Amar Nath, additional secretary (exploration) in the ministry of petroleum and natural gas, on April 1 wrote to Oil and Natural Gas Corporation (ONGC) chairman and managing director Subhash Kumar giving a seven-point action plan — ‘ONGC Way Forward’ — that would help the firm raise oil and gas production by a third by 2023-24.
The action plan calls on ONGC to consider the sale of stake in maturing fields such as Panna-Mukta and Ratna and R-Series in western offshore and onshore fields such as Gandhar in Gujarat to private firms while divesting/privatising “non-performing” marginal fields.
It wanted ONGC to bring in global players in gas-rich block KG-DWN-98/2 where output is slated to rise sharply by next year, and in the Ashokenagar block in Bengal, which was recently started production.
The Deendayal block in KG basin, which the firm had bought from the Gujarat government-run firm GSPC a couple of years back, has also been identified for the purpose.
The ministry also wants the company to explore creating separate entities for drilling, well services, logging, workover services and data processing entities.
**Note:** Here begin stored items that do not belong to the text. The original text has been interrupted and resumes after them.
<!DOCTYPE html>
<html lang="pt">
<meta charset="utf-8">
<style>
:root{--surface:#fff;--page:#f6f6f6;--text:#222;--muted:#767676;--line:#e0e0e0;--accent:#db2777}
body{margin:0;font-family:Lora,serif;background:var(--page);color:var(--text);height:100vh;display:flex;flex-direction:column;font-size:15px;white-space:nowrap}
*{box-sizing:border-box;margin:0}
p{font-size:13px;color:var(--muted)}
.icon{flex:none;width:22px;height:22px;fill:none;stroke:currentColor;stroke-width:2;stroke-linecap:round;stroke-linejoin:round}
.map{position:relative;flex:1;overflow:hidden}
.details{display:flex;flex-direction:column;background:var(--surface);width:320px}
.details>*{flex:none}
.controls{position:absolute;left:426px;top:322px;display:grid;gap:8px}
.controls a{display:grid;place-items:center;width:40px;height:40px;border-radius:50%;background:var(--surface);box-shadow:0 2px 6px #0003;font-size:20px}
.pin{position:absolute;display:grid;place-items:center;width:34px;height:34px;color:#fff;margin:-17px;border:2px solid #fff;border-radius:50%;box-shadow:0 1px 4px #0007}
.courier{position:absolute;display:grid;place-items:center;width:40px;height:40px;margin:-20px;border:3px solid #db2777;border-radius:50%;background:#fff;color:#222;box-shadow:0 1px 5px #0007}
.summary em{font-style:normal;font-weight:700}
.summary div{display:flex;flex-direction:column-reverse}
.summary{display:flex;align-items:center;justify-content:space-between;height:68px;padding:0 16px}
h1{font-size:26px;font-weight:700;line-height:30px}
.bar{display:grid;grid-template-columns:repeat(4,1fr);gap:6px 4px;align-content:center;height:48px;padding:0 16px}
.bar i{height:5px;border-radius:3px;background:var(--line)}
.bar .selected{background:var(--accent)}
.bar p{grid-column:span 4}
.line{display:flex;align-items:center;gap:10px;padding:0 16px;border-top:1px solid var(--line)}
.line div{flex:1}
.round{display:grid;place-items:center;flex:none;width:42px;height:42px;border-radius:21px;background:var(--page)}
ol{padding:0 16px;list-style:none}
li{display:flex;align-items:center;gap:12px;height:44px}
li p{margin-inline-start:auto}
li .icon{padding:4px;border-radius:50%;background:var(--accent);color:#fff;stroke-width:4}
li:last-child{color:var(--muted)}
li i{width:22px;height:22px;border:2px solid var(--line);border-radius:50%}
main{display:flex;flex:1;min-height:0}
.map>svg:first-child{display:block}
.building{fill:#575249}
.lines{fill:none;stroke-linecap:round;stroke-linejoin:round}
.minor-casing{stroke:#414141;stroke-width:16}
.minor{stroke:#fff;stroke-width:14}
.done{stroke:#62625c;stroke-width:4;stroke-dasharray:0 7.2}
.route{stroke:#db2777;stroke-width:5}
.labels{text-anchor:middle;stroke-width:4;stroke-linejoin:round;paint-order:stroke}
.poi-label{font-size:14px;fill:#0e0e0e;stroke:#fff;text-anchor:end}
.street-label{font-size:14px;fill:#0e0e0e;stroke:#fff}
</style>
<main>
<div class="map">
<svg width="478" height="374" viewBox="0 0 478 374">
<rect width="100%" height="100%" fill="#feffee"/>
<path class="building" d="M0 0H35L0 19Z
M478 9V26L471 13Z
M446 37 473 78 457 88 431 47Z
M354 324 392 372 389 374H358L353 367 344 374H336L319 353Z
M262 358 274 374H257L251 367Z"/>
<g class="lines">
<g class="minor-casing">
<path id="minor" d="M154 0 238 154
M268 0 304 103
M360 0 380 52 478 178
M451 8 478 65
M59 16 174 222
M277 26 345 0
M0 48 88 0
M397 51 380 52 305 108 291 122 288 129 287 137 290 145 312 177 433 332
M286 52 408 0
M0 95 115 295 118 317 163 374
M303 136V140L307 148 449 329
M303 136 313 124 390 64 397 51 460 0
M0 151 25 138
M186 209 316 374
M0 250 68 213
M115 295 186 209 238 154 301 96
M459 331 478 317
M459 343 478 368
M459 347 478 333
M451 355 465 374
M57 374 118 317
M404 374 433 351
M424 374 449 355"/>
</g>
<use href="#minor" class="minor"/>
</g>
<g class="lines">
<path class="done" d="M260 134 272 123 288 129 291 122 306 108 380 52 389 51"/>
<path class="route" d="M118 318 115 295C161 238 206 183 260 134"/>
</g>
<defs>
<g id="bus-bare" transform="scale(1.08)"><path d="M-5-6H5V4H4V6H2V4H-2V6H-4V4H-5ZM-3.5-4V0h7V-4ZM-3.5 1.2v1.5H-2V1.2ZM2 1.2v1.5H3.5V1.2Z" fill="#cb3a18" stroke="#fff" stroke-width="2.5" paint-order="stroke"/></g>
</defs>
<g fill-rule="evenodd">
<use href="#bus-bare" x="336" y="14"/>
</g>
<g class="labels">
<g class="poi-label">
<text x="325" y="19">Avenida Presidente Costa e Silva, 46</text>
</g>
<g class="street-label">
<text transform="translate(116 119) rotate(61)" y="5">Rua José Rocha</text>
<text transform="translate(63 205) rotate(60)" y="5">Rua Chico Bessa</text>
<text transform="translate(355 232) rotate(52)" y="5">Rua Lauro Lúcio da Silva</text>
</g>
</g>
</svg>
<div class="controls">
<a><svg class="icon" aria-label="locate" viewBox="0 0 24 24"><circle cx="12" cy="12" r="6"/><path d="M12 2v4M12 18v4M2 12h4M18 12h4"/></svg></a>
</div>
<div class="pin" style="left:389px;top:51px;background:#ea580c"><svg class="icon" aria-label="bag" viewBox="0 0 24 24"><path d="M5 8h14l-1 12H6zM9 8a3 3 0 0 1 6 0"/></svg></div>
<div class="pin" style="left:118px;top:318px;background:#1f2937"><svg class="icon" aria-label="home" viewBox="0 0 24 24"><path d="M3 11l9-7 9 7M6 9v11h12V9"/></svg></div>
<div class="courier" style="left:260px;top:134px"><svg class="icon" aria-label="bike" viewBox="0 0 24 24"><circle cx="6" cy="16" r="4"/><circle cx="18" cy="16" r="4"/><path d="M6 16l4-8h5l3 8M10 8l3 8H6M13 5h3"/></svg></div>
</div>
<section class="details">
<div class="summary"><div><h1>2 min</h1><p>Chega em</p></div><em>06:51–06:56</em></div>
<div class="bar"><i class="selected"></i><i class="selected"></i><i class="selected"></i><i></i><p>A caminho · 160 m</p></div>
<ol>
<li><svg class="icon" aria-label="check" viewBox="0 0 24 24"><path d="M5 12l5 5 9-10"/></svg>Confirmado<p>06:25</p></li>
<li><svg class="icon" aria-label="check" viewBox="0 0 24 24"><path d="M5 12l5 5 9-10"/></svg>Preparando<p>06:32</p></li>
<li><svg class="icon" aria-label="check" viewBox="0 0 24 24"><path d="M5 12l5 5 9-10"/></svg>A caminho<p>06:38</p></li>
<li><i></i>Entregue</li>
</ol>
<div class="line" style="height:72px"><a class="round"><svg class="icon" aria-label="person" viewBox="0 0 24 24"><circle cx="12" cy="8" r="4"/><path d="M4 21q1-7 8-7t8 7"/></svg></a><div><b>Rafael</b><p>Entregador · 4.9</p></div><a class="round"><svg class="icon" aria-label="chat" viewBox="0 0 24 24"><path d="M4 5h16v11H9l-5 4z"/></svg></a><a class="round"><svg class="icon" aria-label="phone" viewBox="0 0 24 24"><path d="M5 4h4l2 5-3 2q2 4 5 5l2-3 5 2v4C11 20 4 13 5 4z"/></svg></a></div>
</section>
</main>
This is the third attempt by the oil ministry to get ONGC to privatise its oil and gas fields under the Modi government.
In October 2017, the directorate general of hydrocarbons, the ministry’s technical arm, had identified 15 producing fields with a collective reserve of 791.2 million tonnes of crude oil and 333.46 billion cubic metres of gas, for handing over to private firms in the hope that they would improve upon the baseline estimate and its extraction.
A year later, as many as 149 small and marginal fields of ONGC were identified for private and foreign companies on the grounds that the state-owned firm should focus only on big ones.
The first plan couldn’t go through because of strong opposition from ONGC, sources aware of the matter said.
The second plan went up to the Cabinet, which on February 19, 2019, decided to bid out 64 marginal fields of ONGC. However, that tender got a tepid response.